GOAL OF THE EXERCISE
Extract, exactly as written, each line from the start of the records below to the line containing "2px #434343) drop-shadow(0", both ends included; drop the pictures.

EXCERPTED RECORDS

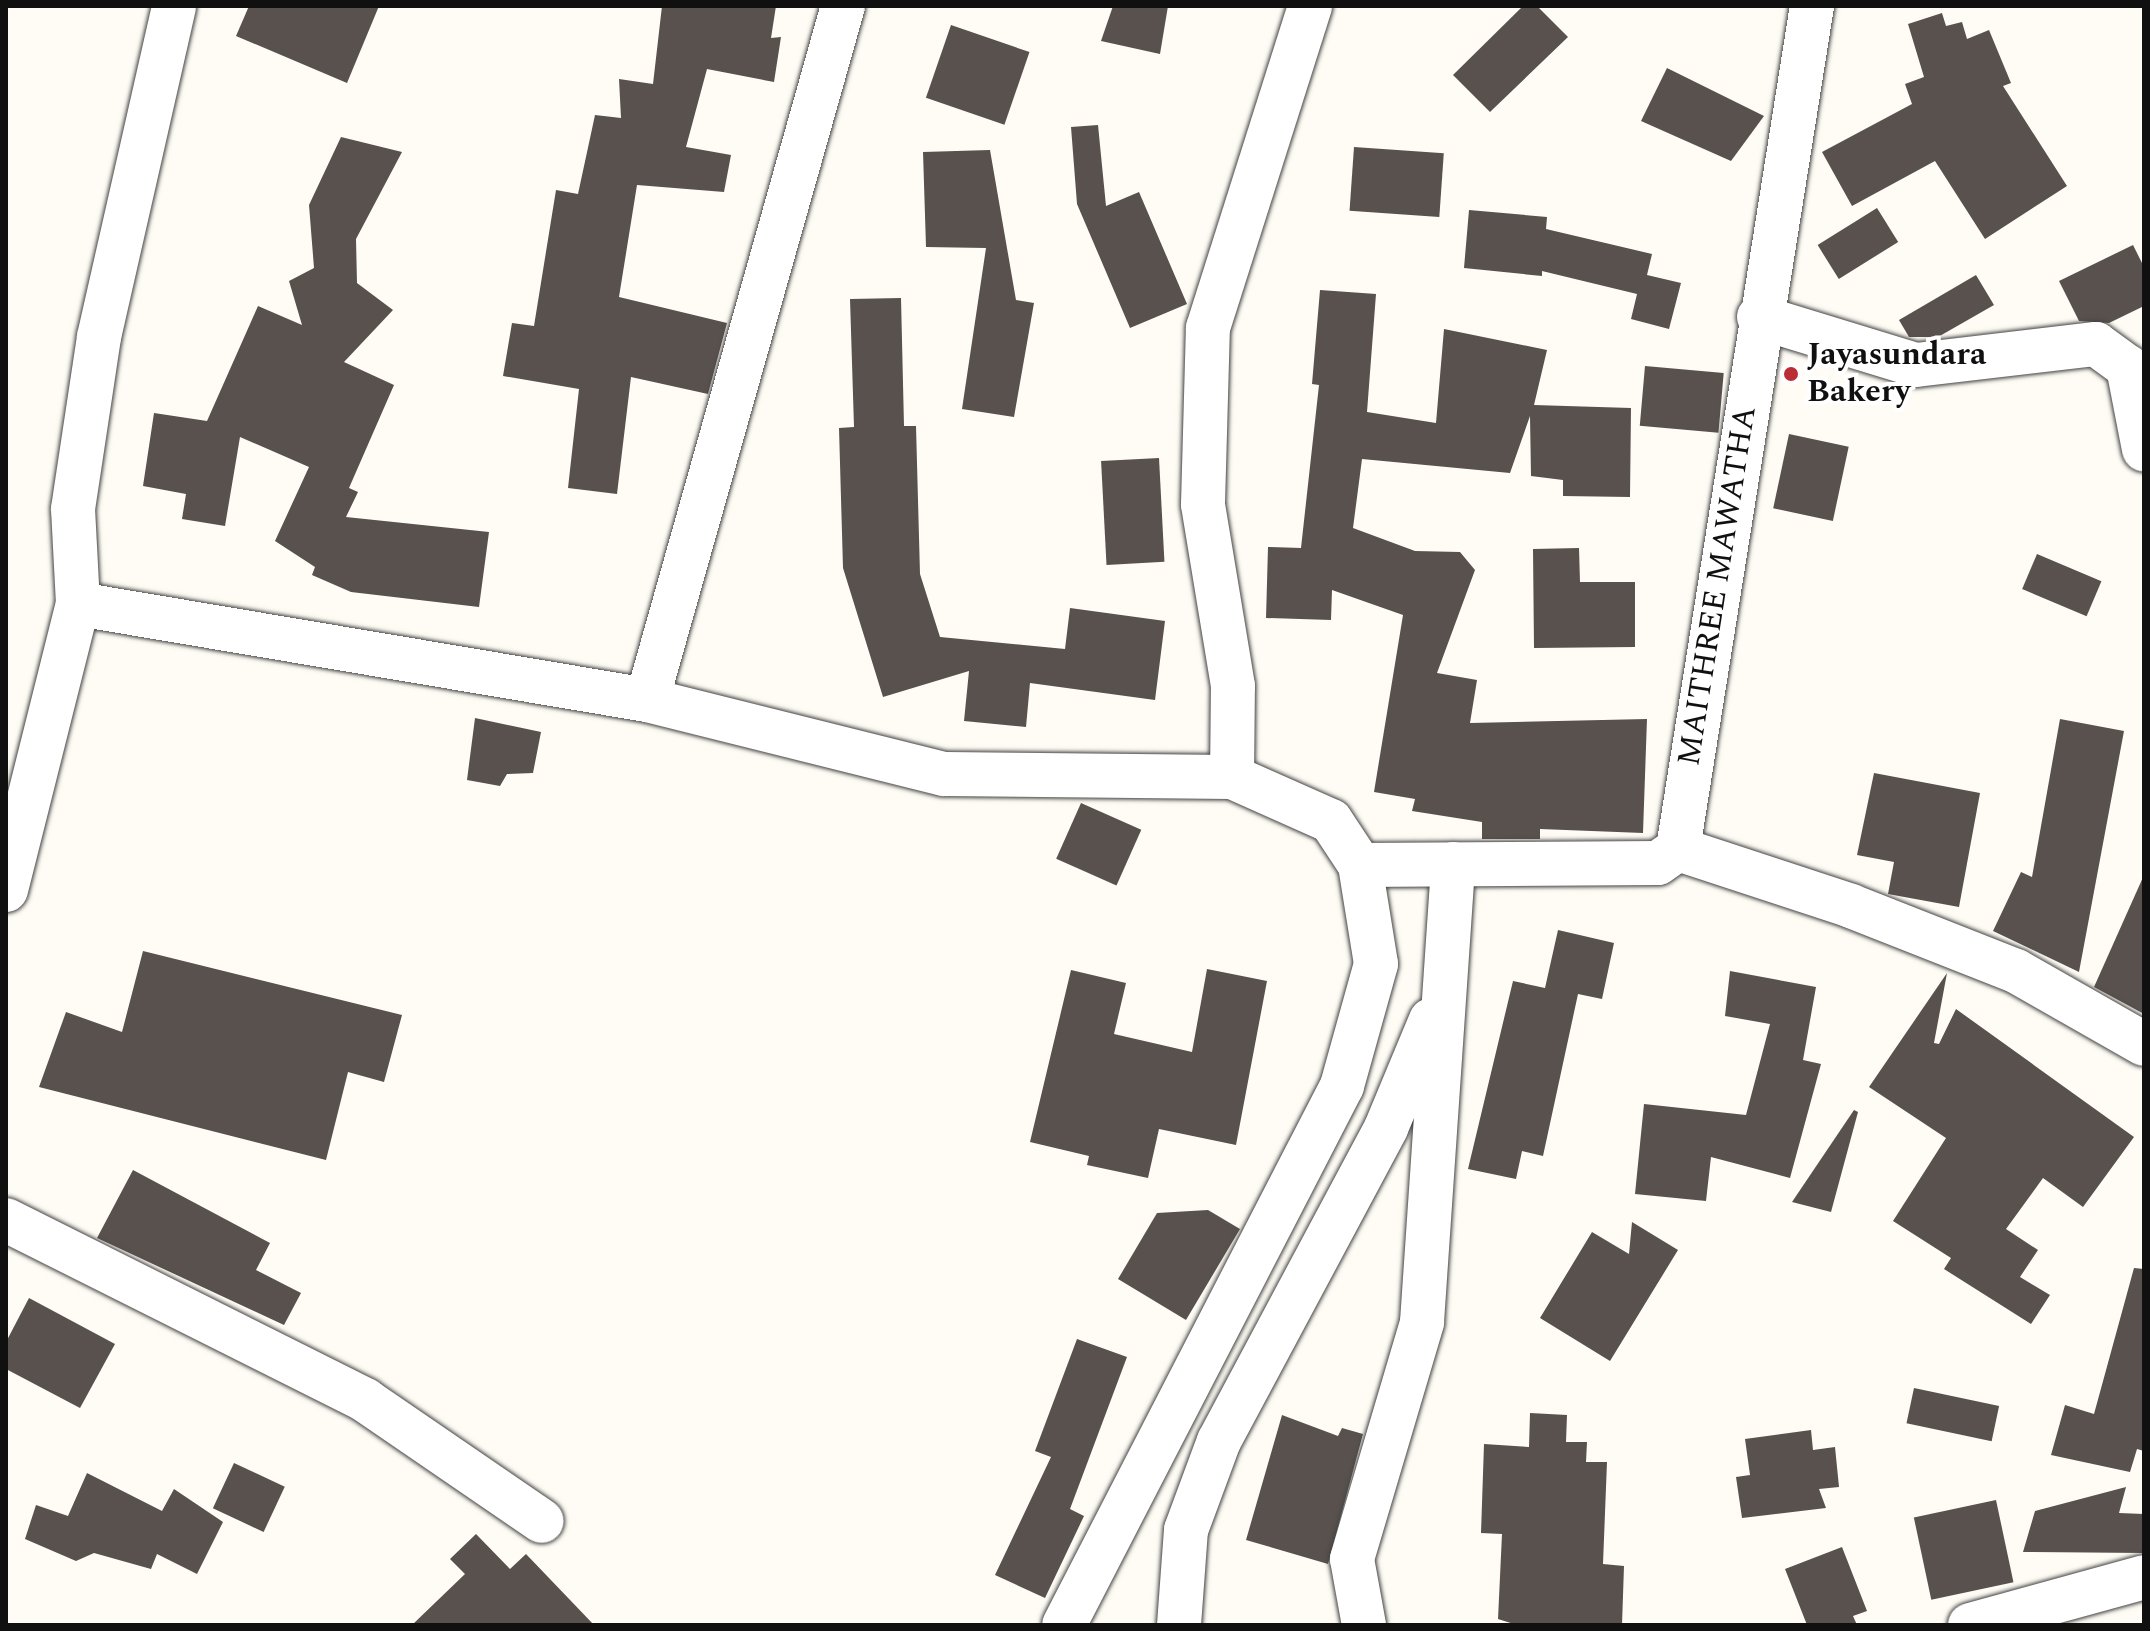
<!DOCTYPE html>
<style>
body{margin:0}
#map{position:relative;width:2150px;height:1631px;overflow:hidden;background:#fefcf4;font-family:Spectral,serif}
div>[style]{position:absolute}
.building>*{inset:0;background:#58514d;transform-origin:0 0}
.roads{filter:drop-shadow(0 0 2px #434343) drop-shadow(0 0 2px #434343)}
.minor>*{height:44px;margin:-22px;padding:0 22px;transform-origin:22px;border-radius:22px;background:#fff}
.dots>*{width:22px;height:22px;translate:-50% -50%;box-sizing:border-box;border:4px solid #fff;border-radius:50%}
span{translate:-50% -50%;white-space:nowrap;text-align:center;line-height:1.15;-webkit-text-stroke:8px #fff;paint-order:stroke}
.poi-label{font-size:32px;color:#101010;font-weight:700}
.left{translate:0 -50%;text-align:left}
.street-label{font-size:32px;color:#101010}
.frame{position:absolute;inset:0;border:8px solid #101010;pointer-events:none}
</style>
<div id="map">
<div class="building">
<i style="clip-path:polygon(249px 6px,379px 6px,347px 83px,236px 36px)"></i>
<i style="clip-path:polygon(662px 6px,776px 6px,771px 38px,781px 37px,774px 82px,707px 69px,686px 147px,731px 155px,724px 192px,637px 185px,619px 297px,727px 323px,708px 394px,631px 377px,617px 494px,568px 488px,579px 389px,503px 376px,512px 323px,534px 326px,556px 190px,578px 194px,595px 115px,621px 118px,619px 79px,653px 84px)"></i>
<i style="clip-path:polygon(1113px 6px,1168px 6px,1160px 54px,1101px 41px)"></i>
<i style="clip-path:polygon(1523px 6px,1537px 6px,1568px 37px,1490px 112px,1453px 75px)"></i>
<i style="clip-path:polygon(1942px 13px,1946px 26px,1962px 22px,1967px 39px,1989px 30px,2011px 83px,2003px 86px,2067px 186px,1985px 239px,1935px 161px,1852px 206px,1822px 152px,1912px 104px,1905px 84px,1924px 77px,1908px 24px)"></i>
<i style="left:951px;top:25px;width:83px;height:77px;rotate:19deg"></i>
<i style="clip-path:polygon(1667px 68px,1764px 116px,1731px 161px,1641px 121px)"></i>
<i style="clip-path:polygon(1098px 125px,1106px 206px,1139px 192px,1187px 304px,1130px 328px,1077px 204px,1071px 127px)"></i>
<i style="clip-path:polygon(341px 137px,402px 152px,356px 239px,357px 283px,393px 310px,344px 362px,394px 385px,349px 488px,358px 492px,346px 517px,489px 532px,479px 607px,351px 592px,312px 575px,315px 567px,275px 541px,309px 467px,240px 437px,225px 526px,182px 519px,186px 494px,143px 486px,154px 413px,207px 421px,258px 306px,302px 325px,289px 281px,314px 268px,309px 205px)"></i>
<i style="left:1354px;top:147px;width:90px;height:64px;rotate:4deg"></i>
<i style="clip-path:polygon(990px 150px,1016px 300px,1034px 303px,1014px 417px,962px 409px,986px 248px,926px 247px,923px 152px)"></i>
<i style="left:1877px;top:208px;width:40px;height:70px;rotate:58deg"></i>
<i style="clip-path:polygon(1469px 210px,1547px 217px,1546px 229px,1652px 254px,1647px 275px,1681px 283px,1669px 329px,1631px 319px,1637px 294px,1542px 271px,1542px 276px,1464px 268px)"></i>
<i style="clip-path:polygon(2133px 245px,2144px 267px,2144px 306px,2109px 323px,2079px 321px,2059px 281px)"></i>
<i style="clip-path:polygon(1976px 275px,1994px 305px,1938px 337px,1909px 337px,1899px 320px)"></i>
<i style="clip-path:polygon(1320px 290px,1376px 294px,1367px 412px,1436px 423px,1444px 329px,1547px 350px,1534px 405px,1631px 408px,1630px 497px,1563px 496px,1563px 480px,1531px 476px,1530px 416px,1510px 473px,1362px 459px,1353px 528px,1415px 551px,1460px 552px,1475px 570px,1437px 673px,1477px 680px,1470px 723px,1647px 719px,1643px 833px,1540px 829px,1540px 839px,1482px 839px,1482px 822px,1412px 811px,1415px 799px,1374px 792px,1403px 615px,1332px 590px,1331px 620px,1266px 618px,1268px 547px,1301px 548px,1319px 385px,1312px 384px)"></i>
<i style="clip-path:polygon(901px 298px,904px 426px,916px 426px,920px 574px,940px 637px,1065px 649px,1070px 608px,1165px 621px,1155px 700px,1030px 683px,1026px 727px,964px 721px,969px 671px,883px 697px,843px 568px,839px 428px,854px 427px,850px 299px)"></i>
<i style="left:1645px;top:366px;width:79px;height:60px;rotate:5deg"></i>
<i style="left:1789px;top:434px;width:61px;height:76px;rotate:12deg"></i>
<i style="left:1159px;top:458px;width:104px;height:58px;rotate:87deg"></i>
<i style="clip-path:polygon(1579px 548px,1580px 582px,1635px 582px,1635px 647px,1534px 648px,1533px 549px)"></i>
<i style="left:2037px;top:554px;width:70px;height:38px;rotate:23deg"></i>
<i style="clip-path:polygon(475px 718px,541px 732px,533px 773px,507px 774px,500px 786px,467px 780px)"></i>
<i style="clip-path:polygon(2060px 719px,2124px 731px,2079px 972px,1993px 931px,2021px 872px,2032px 877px)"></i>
<i style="clip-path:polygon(1874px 773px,1980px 793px,1959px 907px,1888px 894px,1894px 862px,1857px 855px)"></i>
<i style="left:1081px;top:803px;width:66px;height:61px;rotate:24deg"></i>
<i style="clip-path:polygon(2144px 875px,2144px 1014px,2094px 987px)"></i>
<i style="clip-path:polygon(1558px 930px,1614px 943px,1602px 999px,1578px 994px,1543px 1156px,1522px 1151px,1516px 1179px,1468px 1169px,1513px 981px,1545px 988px)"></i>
<i style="clip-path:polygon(143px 951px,402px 1015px,384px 1082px,348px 1072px,326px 1160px,39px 1087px,66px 1012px,122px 1032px)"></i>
<i style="clip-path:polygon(1207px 969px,1267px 981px,1236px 1145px,1159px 1129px,1148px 1178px,1087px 1165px,1089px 1156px,1030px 1142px,1071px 970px,1126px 983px,1114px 1034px,1192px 1052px)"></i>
<i style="clip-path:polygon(1730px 971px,1816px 987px,1803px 1060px,1821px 1064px,1790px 1178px,1711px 1157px,1706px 1201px,1635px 1194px,1644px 1104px,1746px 1115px,1770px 1024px,1725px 1016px)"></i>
<i style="clip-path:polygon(1947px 973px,1934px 1043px,1939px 1044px,1956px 1009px,2134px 1137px,2083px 1207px,2043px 1178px,2006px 1229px,2038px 1250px,2020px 1277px,2050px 1295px,2031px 1324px,1944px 1269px,1951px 1258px,1893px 1221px,1946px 1138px,1869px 1087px)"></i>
<i style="clip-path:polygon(1854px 1110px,1858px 1112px,1831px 1212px,1792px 1202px)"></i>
<i style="clip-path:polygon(133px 1170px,270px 1243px,256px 1270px,301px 1293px,284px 1325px,97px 1238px)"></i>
<i style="clip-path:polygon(1208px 1210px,1240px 1229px,1186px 1320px,1118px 1279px,1157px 1213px)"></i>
<i style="clip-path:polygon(1632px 1222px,1678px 1250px,1610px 1361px,1540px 1318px,1592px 1232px,1629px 1254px)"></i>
<i style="clip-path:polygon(2134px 1268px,2144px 1269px,2144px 1451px,2137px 1449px,2130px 1472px,2051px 1455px,2065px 1405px,2094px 1414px)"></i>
<i style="clip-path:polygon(29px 1298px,115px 1344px,80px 1408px,6px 1369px,6px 1342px)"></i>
<i style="clip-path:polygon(1077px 1339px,1127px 1357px,1070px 1509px,1084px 1516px,1045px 1598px,995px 1575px,1051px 1457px,1035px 1451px)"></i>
<i style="left:1914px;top:1388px;width:87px;height:36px;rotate:12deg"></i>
<i style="clip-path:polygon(1530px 1413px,1567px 1415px,1566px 1442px,1587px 1442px,1586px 1462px,1607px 1462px,1603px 1564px,1624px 1566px,1622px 1625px,1517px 1625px,1498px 1619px,1502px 1534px,1481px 1533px,1484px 1444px,1529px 1447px)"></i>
<i style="clip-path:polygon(1282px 1415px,1338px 1436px,1342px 1428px,1363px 1434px,1328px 1564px,1246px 1540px)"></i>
<i style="clip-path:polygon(1811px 1430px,1813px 1450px,1835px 1447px,1839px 1487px,1819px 1489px,1826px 1508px,1742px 1518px,1736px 1477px,1750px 1475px,1745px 1439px)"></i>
<i style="left:234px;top:1463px;width:56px;height:50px;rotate:25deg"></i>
<i style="clip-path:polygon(87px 1473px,162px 1511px,174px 1489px,223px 1522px,197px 1574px,157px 1554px,151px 1569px,94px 1553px,76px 1561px,25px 1539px,36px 1505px,68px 1516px)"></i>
<i style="clip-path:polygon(2126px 1487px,2119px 1513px,2144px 1514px,2144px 1553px,2023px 1552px,2035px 1511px)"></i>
<i style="left:1996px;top:1500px;width:84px;height:84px;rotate:78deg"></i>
<i style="clip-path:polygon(476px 1534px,510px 1569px,526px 1554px,594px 1625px,412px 1625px,465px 1574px,450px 1559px)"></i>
<i style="clip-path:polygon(1842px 1547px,1867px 1611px,1853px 1616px,1857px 1625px,1807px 1625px,1785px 1569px)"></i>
</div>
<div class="roads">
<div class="minor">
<i style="left:1759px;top:317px;width:164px;rotate:17deg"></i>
<i style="left:1916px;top:365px;width:181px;rotate:-6.7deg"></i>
<i style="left:2096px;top:344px;width:39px;rotate:36deg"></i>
<i style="left:2128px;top:367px;width:84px;rotate:79deg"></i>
<i style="left:78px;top:604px;width:577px;rotate:9.58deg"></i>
<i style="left:647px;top:700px;width:306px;rotate:14deg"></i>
<i style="left:944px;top:774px;width:288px;rotate:0.6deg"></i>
<i style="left:1232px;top:777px;width:108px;rotate:24deg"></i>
<i style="left:1331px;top:821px;width:53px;rotate:56.6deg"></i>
<i style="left:1360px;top:865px;width:100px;rotate:80.8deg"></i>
<i style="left:1376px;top:964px;width:127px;rotate:105.6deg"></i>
<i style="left:1342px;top:1086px;width:606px;rotate:117.28deg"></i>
<i style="left:647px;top:700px;width:721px;rotate:-74.23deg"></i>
<i style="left:1232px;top:777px;width:91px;rotate:-89.4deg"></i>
<i style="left:1233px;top:686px;width:184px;rotate:-99.4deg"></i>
<i style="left:1203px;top:504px;width:176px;rotate:-88.4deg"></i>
<i style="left:1208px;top:328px;width:338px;rotate:-72.4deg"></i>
<i style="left:1678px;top:849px;width:182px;rotate:18.2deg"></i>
<i style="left:1851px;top:906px;width:177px;rotate:21.5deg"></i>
<i style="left:2016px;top:971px;width:147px;rotate:29.7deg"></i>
<i style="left:1360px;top:865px;width:298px;rotate:-0.4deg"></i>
<i style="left:1658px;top:863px;width:24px;rotate:-35deg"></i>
<i style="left:1678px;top:849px;width:854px;rotate:-80.97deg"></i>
<i style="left:6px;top:890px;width:295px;rotate:-75.9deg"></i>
<i style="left:78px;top:604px;width:95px;rotate:-93deg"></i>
<i style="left:73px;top:509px;width:174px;rotate:-81.4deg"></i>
<i style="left:99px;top:337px;width:339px;rotate:-77.2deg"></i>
<i style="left:6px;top:1220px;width:402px;rotate:26.6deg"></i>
<i style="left:365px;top:1400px;width:214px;rotate:34.4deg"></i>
<i style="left:1179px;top:1625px;width:95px;rotate:-85.8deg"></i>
<i style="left:1186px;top:1530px;width:95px;rotate:-69.7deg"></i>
<i style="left:1219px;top:1441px;width:355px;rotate:-61.9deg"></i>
<i style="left:1386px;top:1128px;width:117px;rotate:-67.4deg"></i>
<i style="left:1364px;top:1625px;width:67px;rotate:-100.3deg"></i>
<i style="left:1352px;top:1559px;width:247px;rotate:-73.5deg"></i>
<i style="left:1422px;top:1322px;width:459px;rotate:-86.1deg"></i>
<i style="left:1970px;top:1625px;width:180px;rotate:-15.4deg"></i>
</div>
</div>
<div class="dots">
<i style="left:1791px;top:374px;background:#ba2e35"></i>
</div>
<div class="poi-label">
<span class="left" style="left:1807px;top:374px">Jayasundara<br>Bakery</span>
</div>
<div class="street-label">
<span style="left:1718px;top:586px;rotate:-81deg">MAITHREE MAWATHA</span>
</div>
<div class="frame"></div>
</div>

RESULT OF THIS EXERCISE
<!DOCTYPE html>
<style>
body{margin:0}
#map{position:relative;width:2150px;height:1631px;overflow:hidden;background:#fefcf4;font-family:Spectral,serif}
div>[style]{position:absolute}
.building>*{inset:0;background:#58514d;transform-origin:0 0}
.roads{filter:drop-shadow(0 0 2px #434343) drop-shadow(0 0 2px #434343)}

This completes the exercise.